**What you have to do**
Go through the listing below and report how many lines contain the word "content"; write no other words.

**Record set**
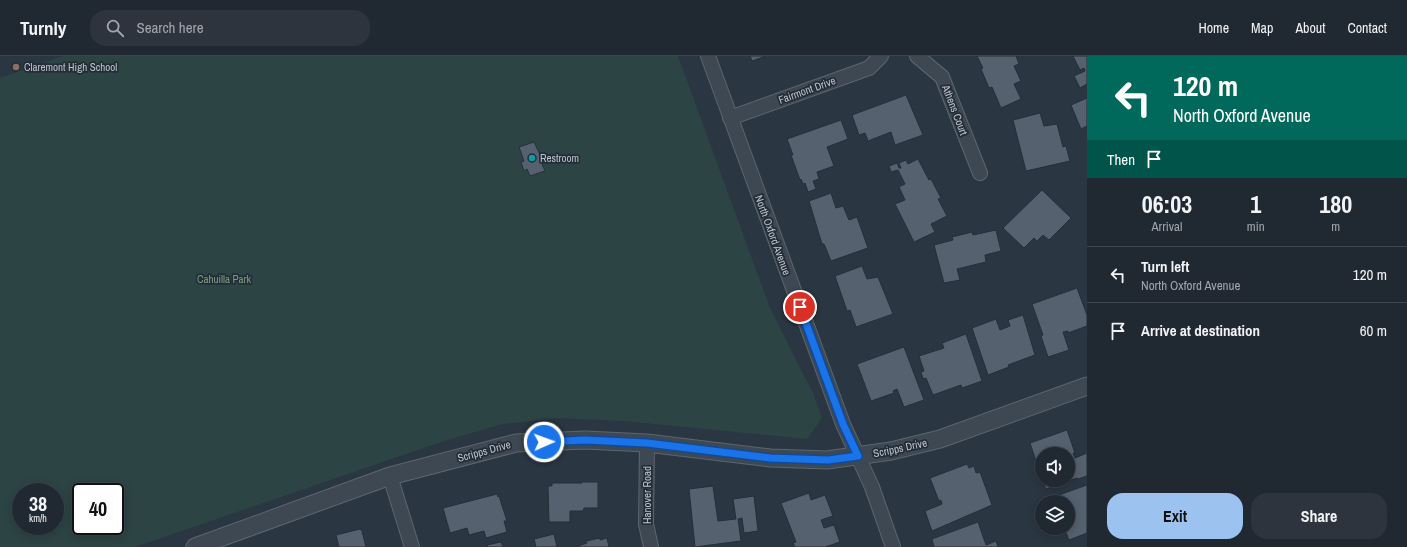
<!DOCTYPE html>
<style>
body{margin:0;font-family:"Archivo Narrow",sans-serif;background:#2d343e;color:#f1f3f6;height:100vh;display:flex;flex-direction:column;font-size:15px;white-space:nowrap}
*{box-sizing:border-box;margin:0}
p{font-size:13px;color:#a2a6ac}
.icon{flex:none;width:22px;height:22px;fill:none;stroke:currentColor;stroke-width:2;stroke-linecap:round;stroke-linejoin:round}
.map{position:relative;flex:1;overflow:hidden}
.details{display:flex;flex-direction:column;background:#202832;width:320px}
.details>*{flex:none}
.top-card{background:#00695c;color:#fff;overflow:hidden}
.controls{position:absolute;left:1035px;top:391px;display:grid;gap:8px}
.controls a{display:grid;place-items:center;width:40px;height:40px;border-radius:50%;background:#202832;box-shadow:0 2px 10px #0003,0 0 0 1px #3d444d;font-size:20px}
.speed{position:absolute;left:12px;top:427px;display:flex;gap:8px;font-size:20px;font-weight:700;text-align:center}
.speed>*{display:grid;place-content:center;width:52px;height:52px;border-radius:50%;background:#202832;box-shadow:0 2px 10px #0003,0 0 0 1px #3d444d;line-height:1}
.speed small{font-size:10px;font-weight:400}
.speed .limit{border:2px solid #111;border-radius:6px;background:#fff;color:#111}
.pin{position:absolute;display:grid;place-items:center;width:34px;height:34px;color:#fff;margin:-17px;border:2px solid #fff;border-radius:50%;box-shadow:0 1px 4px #0007}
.me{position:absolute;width:44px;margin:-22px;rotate:88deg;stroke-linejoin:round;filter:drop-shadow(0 0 3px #0008)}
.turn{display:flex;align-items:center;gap:14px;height:84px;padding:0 20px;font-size:18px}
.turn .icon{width:52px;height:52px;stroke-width:2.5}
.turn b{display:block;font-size:28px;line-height:34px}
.then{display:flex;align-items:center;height:38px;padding:0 20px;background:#0003;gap:8px;font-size:15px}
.eta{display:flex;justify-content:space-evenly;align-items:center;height:68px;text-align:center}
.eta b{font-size:24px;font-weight:700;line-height:28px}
.cta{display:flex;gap:8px;margin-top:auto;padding:8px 20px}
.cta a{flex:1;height:46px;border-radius:16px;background:#9cc2f0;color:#111;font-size:16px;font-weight:700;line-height:46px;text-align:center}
.cta a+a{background:#2d343e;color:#f1f3f6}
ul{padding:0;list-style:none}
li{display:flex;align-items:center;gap:12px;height:56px;padding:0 20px;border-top:1px solid #3d444d}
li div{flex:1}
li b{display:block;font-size:15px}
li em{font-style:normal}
header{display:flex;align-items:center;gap:24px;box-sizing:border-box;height:56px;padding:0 20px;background:#202832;border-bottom:1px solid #3d444d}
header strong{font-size:19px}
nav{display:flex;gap:22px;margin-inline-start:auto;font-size:14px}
.search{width:280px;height:36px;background:#2d343e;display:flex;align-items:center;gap:10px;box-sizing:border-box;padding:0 14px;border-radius:16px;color:#a2a6ac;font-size:15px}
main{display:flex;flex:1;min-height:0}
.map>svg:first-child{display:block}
.green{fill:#2d4444;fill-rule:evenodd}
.building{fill:#55616f;stroke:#252f39}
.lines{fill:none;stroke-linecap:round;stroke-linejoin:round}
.minor-casing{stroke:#5c666f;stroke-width:16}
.tertiary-casing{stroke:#5c666f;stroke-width:19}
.minor{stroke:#3e4852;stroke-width:14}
.tertiary{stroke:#3e4852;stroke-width:17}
.route-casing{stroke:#114b97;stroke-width:10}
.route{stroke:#1a73e8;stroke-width:7}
.education-dot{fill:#8d6e63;stroke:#232d37;stroke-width:1.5}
.culture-dot{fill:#0f9aa8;stroke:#232d37;stroke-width:1.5}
.labels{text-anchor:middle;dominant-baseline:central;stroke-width:3.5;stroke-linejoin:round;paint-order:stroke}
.poi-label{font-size:11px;fill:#bbc3cc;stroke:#232d37;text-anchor:start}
.street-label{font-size:11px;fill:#bbc3cc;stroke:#232d37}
.park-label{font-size:11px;fill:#7c9f82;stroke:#232d37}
</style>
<header>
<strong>Turnly</strong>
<div class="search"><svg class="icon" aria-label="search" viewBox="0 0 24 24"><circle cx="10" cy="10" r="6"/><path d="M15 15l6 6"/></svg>Search here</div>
<nav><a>Home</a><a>Map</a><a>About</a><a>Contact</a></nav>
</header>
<main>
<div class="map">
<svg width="1087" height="491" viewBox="0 0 1087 491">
<rect width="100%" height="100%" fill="#2a3642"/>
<!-- green -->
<path class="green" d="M63 0H678L770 252 813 337 822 362 807 383 623 365 558 362 503 368 447 384 135 491H0V22ZM21 436H55V470H21ZM81 436H115V470H81Z"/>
<!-- building -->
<path class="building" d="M750 0H766L752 5Z
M977 0H1016L1019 8 1014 10 1021 25 1014 28 1021 43 1001 52 992 31 989 32 981 13 983 12Z
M1073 0H1087V28L1080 32 1074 20 1085 15 1084 12 1080 14Z
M906 39 923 79 895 89 891 76 868 85 865 77 859 79 852 59Z
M1087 42V70L1081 73 1071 49Z
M1040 57 1044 70 1057 68 1063 91 1066 90 1070 105 1026 115 1013 64Z
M841 64 848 83 827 91 834 110 817 116 819 123 813 125 816 133 808 136 805 127 803 128 801 123 800 124 791 99H793L787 83Z
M534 86 544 107 542 108 545 115 530 120 527 113 524 115 521 106 524 105 519 91Z
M918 103 929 124 931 123 941 142 938 143 947 160 931 168 935 176 914 186 895 148 905 144 899 131 905 128 898 114 891 116 889 110 897 107 899 112H901L899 107 906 104 908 108Z
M1042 134 1071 162 1049 184 1043 179 1037 185 1034 182 1024 192 1003 172Z
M831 137 836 152 843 150 849 164 857 161 868 192 831 205 824 188H822L809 145Z
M996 174 1001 195 985 199 986 206 957 213 960 224 944 227 934 189 953 184 952 181 972 176 973 179Z
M862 210 867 223 878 221 893 258 856 271 850 254 847 255 835 220Z
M1077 232 1087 259V270L1068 277V275L1063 276 1069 294 1048 301 1041 280 1043 279 1032 248Z
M1023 259 1035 299 1008 309 1009 311 988 319 972 272 996 263 1000 274 1010 270 1008 264Z
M966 278 982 325 962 332 961 329 933 339 926 322 923 323 921 316 924 315 919 300 944 292 942 287Z
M904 291 924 344 904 351 897 333 893 335 894 337 871 345 857 308Z
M1067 374 1075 397H1073L1075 402 1087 397V420L1078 423 1077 422 1046 433 1042 424H1068V398H1042V423L1030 387Z
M967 408 969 412 974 410 976 417 980 416 992 449 932 475 925 455 942 448 941 444 939 445 930 422Z
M581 426H598V452H584L583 455H570V466H549L548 430H552V427H582Z
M1087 429V477L1069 484 1064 472H1068V446H1055L1053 441Z
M713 430 718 465 736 463 733 443 754 440 758 475 744 477 742 462 738 463 741 485 695 491 689 433Z
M809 437 811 444 825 439 833 460 821 464 824 472 834 469 840 486 825 491H795L793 487 796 486 781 447Z
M497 438 498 441 499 440 507 465H504L507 476 486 482 484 475 469 479 467 472 450 477 443 452Z
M978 466 986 489 996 485 998 491H934L932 483Z
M360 473 362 475 366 491H339L336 479Z
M554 478 557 491H536L534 483Z
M600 482V484L607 482 609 491H575L587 487 586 485Z
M501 486 503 491H488L487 489Z"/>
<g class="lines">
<defs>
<path id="minor" d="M708 0 843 368 872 431 893 491
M917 0 942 21 980 117
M730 62 869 12 881 0
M647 387 646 468 651 491
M390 420 412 491"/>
<path id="tertiary" d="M195 491 390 420 516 387 585 384 647 387 770 402 827 404 891 395 940 383 1087 330"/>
</defs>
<!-- minor casing -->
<use href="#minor" class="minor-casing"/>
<!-- tertiary casing -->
<use href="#tertiary" class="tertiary-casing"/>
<!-- minor -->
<use href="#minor" class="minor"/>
<!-- tertiary -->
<use href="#tertiary" class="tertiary"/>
</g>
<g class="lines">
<defs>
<path id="route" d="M544 386 585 384 647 387 770 402 828 404 858 400 843 368 800 251"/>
</defs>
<!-- route casing -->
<use href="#route" class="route-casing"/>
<!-- route -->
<use href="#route" class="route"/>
</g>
<!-- markers -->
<circle class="education-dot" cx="16" cy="11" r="4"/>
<circle class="culture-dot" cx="532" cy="102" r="4"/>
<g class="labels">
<!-- poi labels -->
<g class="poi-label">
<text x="24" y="11">Claremont High School</text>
<text x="540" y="102">Restroom</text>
</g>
<!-- street labels -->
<g class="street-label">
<text transform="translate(807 34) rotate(-20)">Fairmont Drive</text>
<text transform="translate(955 54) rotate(69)">Athens Court</text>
<text transform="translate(773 179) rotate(70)">North Oxford Avenue</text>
<text transform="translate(900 392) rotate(-12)">Scripps Drive</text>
<text transform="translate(484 395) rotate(-15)">Scripps Drive</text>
<text transform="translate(647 439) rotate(-90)">Hanover Road</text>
</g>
<!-- park labels -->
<g class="park-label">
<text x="224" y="223">Cahuilla Park</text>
</g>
</g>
</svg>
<div class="controls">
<a><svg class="icon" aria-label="sound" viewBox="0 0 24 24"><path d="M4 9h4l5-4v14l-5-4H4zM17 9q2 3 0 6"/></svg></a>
<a><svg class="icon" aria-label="layers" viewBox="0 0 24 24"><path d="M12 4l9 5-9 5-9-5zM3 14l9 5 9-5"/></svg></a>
</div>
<div class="speed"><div>38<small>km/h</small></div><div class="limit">40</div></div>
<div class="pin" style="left:800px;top:251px;background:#d93025"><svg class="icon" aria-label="arrive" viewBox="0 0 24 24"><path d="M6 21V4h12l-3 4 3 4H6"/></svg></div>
<svg class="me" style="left:544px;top:386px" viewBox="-20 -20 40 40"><circle r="17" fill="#1a73e8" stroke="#fff" stroke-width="3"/><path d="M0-11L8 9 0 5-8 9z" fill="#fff"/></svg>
</div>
<section class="details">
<div class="top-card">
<div class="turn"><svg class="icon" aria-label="left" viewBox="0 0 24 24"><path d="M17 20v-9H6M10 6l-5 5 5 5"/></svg><div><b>120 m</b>North Oxford Avenue</div></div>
<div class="then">Then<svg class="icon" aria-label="arrive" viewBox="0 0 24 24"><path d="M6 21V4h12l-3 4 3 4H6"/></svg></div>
</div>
<div class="eta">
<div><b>06:03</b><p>Arrival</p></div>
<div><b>1</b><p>min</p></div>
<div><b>180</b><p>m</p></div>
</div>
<ul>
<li><svg class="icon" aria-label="left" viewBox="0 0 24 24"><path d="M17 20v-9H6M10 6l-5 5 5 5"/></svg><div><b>Turn left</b><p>North Oxford Avenue</p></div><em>120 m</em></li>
<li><svg class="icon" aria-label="arrive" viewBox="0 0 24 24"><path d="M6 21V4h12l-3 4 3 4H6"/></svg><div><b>Arrive at destination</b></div><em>60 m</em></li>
</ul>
<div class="cta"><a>Exit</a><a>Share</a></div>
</section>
</main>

**Solution**
2